■ ABOUT THIS EXERCISE ■
Report each line of the listing below that holds "Trường".

● ● ● ●

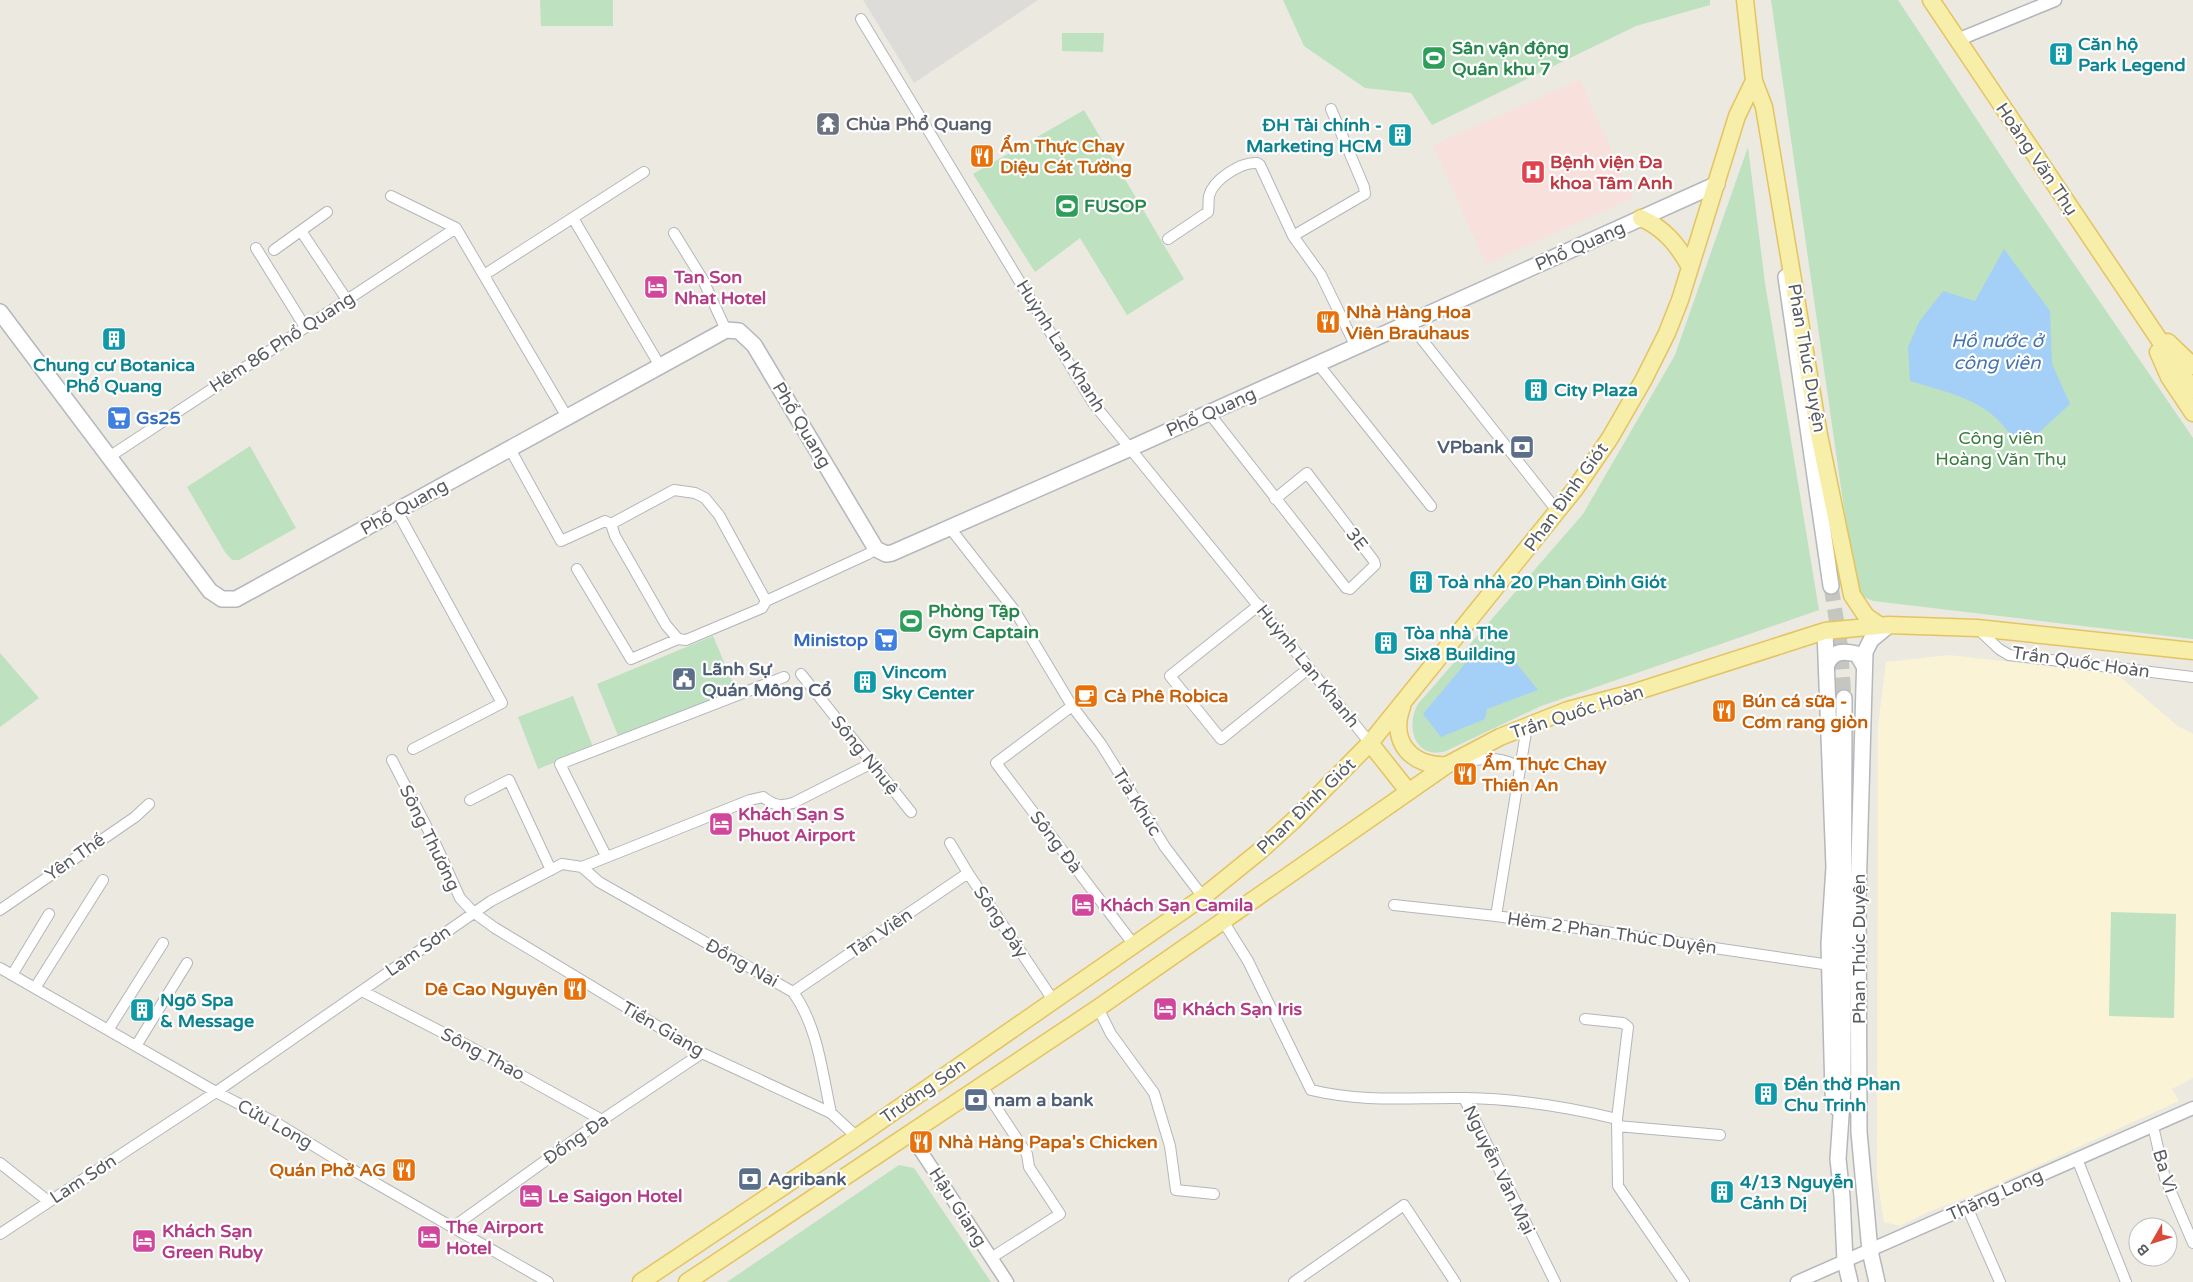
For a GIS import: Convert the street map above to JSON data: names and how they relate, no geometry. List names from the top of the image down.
{
  "streets": {
    "main road": [
      "Hoàng Văn Thụ",
      "Phổ Quang",
      "Phan Thúc Duyện",
      "Phan Đình Giót",
      "Trần Quốc Hoàn",
      "Trường Sơn"
    ],
    "street": [
      "Hẻm 86 Phổ Quang",
      "Huỳnh Lan Khanh",
      "3E",
      "Sông Nhuệ",
      "Trà Khúc",
      "Sông Thương",
      "Sông Đà",
      "Yên Thế",
      "Sông Đáy",
      "Tản Viên",
      "Hẻm 2 Phan Thúc Duyện",
      "Lam Sơn",
      "Đồng Nai",
      "Tiền Giang",
      "Sông Thao",
      "Cửu Long",
      "Đống Đa",
      "Nguyễn Văn Mại",
      "Ba Vì",
      "Thăng Long",
      "Hậu Giang"
    ]
  },
  "crossings": [
    ["Phổ Quang", "Hẻm 86 Phổ Quang"],
    ["Phổ Quang", "Huỳnh Lan Khanh"],
    ["Phổ Quang", "Phan Đình Giót"],
    ["Phổ Quang", "3E"],
    ["Phổ Quang", "Trà Khúc"],
    ["Huỳnh Lan Khanh", "Phan Đình Giót"],
    ["Phan Thúc Duyện", "Phan Đình Giót"],
    ["Phan Thúc Duyện", "Trần Quốc Hoàn"],
    ["Phan Thúc Duyện", "Hẻm 2 Phan Thúc Duyện"],
    ["Phan Thúc Duyện", "Thăng Long"],
    ["Phan Đình Giót", "Trà Khúc"],
    ["Phan Đình Giót", "Trường Sơn"],
    ["Trần Quốc Hoàn", "Trường Sơn"],
    ["Trần Quốc Hoàn", "Nguyễn Văn Mại"],
    ["Sông Nhuệ", "Lam Sơn"],
    ["Trà Khúc", "Sông Đà"],
    ["Trà Khúc", "Trường Sơn"],
    ["Sông Thương", "Lam Sơn"],
    ["Sông Thương", "Tiền Giang"],
    ["Sông Đà", "Trường Sơn"],
    ["Sông Đáy", "Tản Viên"],
    ["Sông Đáy", "Trường Sơn"],
    ["Tản Viên", "Đồng Nai"],
    ["Lam Sơn", "Đồng Nai"],
    ["Lam Sơn", "Tiền Giang"],
    ["Lam Sơn", "Sông Thao"],
    ["Lam Sơn", "Cửu Long"],
    ["Đồng Nai", "Tiền Giang"],
    ["Tiền Giang", "Trường Sơn"],
    ["Tiền Giang", "Đống Đa"],
    ["Sông Thao", "Đống Đa"],
    ["Trường Sơn", "Nguyễn Văn Mại"],
    ["Trường Sơn", "Hậu Giang"],
    ["Cửu Long", "Đống Đa"],
    ["Ba Vì", "Thăng Long"]
  ],
  "water": ["Hồ nước ở công viên"],
  "parks": ["Công viên Hoàng Văn Thụ"],
  "places": {
    "building": [
      "Căn hộ Park Legend",
      "ĐH Tài chính - Marketing HCM",
      "Chung cư Botanica Phổ Quang",
      "City Plaza",
      "Toà nhà 20 Phan Đình Giót",
      "Tòa nhà The Six8 Building",
      "Vincom Sky Center",
      "Ngõ Spa & Message",
      "Đền thờ Phan Chu Trinh",
      "4/13 Nguyễn Cảnh Dị"
    ],
    "sports": ["Sân vận động Quân khu 7", "FUSOP", "Phòng Tập Gym Captain"],
    "temple": ["Chùa Phổ Quang"],
    "restaurant": [
      "Ẩm Thực Chay Diệu Cát Tường",
      "Nhà Hàng Hoa Viên Brauhaus",
      "Bún cá sữa - Cơm rang giòn",
      "Ẩm Thực Chay Thiên An",
      "Dê Cao Nguyên",
      "Nhà Hàng Papa's Chicken",
      "Quán Phở AG"
    ],
    "hospital": ["Bệnh viện Đa khoa Tâm Anh"],
    "hotel": [
      "Tan Son Nhat Hotel",
      "Khách Sạn S Phuot Airport",
      "Khách Sạn Camila",
      "Khách Sạn Iris",
      "Le Saigon Hotel",
      "The Airport Hotel",
      "Khách Sạn Green Ruby"
    ],
    "supermarket": ["Gs25", "Ministop"],
    "bank": ["VPbank", "nam a bank", "Agribank"],
    "public building": ["Lãnh Sự Quán Mông Cổ"],
    "cafe": ["Cà Phê Robica"]
  },
  "north": "bottom left"
}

● ● ● ●

■ WORKED SOLUTION ■
      "Trường Sơn"
    ["Phan Đình Giót", "Trường Sơn"],
    ["Trần Quốc Hoàn", "Trường Sơn"],
    ["Trà Khúc", "Trường Sơn"],
    ["Sông Đà", "Trường Sơn"],
    ["Sông Đáy", "Trường Sơn"],
    ["Tiền Giang", "Trường Sơn"],
    ["Trường Sơn", "Nguyễn Văn Mại"],
    ["Trường Sơn", "Hậu Giang"],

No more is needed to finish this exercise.